The Toronto Star reports that the LCBO has opened up their retailing business to include selling alcoholic beverages on-line, along with the options of home delivery by Canada Post, or delivery to an LCBO store of choice.

This will allow for the selection of many products that cannot normally be stocked in bricks-and-mortar locations, where shelf space is limited.  Virtual listings will allow for the ordering of obscure or less popular products that live only at warehouses.
Modernization.  That’s the new-age standard for alcohol.   Modern mechanisms of e-commerce will likely allow for small brewers and small vintners – such as producers in Ontario, BC and Quebec – to carve out a market for their products, where the standard method of getting products onto the shelves of The Beer Store or the LCBO is not feasible.

Home delivery of alcohol isn’t a new development.  Private companies have been offering beer, wine and liquor delivery for many years, in places like Toronto, Barrie and other cities throughout Ontario.   It follows that perhaps the Beer Store will eventually follow suit with a phone or e-service for home delivery, similar to ordering pizza.

Unfortunately, beer isn’t pizza.  On the contrary, pizza doesn’t cause seven types of cancer…or cause folks to get violent…or act as a catalyst for accidental pregnancy.

Alcohol is not a regular, everyday commodity, like pizza or pens or popcorn.  Alcohol is a very particular product which needs to be governed in a way that respects its potential for harm in our communities.
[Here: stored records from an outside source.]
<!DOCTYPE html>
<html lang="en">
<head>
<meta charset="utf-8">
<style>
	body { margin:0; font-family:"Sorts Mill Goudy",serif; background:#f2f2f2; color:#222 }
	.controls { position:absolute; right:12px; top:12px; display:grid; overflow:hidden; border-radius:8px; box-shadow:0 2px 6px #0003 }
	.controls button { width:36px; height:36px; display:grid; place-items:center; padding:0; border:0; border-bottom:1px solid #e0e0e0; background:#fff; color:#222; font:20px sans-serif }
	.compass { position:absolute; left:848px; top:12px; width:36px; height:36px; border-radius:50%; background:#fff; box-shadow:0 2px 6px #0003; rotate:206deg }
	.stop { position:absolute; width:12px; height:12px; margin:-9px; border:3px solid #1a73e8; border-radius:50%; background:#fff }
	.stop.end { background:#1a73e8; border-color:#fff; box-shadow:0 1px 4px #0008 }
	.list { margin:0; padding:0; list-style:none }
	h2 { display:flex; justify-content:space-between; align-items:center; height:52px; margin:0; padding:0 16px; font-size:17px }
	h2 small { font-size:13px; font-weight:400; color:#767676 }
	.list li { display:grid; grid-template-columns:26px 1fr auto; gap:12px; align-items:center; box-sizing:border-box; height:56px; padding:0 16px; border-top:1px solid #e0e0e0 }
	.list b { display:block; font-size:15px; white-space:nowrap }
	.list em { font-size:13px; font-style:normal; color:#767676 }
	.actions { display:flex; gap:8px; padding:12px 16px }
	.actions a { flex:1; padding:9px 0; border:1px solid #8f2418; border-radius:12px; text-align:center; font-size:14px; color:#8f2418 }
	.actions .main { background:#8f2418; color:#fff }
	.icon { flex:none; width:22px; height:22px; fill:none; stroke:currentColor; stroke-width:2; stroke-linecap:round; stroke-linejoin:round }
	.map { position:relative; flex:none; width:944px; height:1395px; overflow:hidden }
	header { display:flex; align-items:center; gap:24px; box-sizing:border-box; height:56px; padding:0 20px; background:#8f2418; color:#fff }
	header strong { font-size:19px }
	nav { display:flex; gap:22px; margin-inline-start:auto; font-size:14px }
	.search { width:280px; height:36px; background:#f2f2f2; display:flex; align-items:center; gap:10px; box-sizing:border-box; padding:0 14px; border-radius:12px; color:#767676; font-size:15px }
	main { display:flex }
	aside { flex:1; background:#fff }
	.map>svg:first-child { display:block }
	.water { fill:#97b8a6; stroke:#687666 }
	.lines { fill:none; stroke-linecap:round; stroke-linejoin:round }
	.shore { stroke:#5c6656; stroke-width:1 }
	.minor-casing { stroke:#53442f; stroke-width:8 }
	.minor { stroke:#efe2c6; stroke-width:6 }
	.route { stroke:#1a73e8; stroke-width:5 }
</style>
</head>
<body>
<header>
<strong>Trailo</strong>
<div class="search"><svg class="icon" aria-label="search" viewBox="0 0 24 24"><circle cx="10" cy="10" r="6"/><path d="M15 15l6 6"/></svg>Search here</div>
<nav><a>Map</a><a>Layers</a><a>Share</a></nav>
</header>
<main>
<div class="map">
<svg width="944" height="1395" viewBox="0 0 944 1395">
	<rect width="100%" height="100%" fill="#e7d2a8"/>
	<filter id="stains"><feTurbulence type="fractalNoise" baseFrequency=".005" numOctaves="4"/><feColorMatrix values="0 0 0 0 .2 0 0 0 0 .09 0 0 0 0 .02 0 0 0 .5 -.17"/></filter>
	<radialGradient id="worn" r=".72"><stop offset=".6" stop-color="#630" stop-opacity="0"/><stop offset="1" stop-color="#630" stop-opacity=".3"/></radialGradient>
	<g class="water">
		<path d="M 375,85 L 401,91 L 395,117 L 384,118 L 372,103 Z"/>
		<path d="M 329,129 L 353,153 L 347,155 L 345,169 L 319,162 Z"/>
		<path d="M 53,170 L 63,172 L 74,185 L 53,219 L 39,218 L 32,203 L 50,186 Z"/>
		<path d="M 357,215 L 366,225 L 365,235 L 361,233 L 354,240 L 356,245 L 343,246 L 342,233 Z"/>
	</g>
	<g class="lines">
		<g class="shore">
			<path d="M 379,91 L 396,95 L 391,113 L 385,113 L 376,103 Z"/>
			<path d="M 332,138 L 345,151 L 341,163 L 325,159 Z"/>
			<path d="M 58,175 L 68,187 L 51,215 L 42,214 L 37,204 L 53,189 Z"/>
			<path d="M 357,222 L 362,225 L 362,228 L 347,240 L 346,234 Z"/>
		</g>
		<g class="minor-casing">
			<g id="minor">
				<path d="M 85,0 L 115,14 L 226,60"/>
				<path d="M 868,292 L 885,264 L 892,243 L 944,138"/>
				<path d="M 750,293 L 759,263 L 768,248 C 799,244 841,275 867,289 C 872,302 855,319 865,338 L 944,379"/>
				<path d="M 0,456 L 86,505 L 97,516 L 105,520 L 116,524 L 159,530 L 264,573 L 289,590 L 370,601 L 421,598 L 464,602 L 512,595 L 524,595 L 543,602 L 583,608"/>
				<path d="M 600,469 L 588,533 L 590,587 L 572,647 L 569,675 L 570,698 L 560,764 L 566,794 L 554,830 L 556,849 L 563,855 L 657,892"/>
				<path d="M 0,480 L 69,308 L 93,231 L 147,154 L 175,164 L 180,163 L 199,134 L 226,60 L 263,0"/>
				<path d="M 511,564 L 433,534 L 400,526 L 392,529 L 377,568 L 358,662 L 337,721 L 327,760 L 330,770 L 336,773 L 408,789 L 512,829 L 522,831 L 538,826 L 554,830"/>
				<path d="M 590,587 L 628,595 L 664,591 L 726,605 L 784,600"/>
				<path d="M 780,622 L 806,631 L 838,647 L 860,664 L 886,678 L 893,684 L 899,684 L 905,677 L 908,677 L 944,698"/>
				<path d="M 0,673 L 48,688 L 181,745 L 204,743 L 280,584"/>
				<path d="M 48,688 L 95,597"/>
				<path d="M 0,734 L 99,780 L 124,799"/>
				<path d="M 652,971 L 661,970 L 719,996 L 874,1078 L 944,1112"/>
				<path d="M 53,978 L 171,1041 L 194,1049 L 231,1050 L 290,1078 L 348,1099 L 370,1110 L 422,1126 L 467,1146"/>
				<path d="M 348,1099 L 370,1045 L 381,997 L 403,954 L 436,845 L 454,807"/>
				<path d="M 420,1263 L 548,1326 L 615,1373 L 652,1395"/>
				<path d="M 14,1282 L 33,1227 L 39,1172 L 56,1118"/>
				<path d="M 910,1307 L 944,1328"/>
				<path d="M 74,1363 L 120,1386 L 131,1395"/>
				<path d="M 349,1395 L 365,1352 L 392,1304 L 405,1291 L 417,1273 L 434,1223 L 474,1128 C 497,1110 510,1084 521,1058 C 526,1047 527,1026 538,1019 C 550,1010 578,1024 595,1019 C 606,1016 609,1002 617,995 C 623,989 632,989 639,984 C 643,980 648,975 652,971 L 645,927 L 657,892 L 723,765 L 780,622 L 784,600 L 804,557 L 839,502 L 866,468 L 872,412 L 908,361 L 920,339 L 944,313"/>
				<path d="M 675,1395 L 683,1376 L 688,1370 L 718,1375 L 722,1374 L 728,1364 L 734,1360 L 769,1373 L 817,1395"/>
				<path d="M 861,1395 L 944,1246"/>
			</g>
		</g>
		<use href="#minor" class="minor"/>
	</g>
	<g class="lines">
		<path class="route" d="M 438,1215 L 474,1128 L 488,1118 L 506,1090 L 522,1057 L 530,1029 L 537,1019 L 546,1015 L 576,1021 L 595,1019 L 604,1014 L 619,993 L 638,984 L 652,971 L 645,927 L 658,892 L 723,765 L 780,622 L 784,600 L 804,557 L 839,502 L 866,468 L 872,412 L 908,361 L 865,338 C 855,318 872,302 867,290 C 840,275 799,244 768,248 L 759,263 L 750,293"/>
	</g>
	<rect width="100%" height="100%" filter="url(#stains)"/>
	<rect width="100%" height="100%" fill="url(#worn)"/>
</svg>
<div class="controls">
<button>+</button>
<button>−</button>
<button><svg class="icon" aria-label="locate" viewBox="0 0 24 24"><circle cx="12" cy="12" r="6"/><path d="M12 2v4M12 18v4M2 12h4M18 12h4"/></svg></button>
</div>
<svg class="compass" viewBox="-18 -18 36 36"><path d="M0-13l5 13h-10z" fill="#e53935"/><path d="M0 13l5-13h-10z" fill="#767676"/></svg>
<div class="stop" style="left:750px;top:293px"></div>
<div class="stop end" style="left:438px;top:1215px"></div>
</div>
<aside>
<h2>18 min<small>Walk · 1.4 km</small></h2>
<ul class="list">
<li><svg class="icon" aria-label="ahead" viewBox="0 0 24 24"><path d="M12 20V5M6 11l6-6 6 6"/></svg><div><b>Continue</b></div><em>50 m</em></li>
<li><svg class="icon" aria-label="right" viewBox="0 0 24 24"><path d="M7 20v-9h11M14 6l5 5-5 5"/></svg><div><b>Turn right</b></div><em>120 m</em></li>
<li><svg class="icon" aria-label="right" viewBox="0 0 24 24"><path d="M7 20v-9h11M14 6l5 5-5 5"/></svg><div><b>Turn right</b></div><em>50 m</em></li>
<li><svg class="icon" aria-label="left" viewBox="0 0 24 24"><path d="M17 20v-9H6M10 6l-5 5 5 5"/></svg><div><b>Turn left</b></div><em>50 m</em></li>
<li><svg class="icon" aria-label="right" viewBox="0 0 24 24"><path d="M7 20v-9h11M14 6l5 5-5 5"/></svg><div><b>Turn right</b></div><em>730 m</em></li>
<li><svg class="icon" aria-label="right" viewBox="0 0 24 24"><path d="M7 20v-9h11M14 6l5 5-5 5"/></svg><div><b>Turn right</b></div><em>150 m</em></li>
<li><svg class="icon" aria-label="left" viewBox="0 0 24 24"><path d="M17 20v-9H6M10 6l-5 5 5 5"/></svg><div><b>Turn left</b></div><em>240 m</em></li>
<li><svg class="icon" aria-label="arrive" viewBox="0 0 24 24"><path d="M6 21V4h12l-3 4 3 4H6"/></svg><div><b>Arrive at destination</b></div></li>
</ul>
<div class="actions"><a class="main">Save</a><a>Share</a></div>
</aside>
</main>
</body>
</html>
The best practices to prevent against such harms include controlling availability, increasing price and limiting marketing.  Increased access equals increased social and individual consequences equals increased costs and burdens to society.  Public Health professionals are waiting for the Provincial Alcohol Strategy to be released, and have long advocated for coordinated efforts to ensure Ontario’s alcohol-related harms don’t reach a cost too high.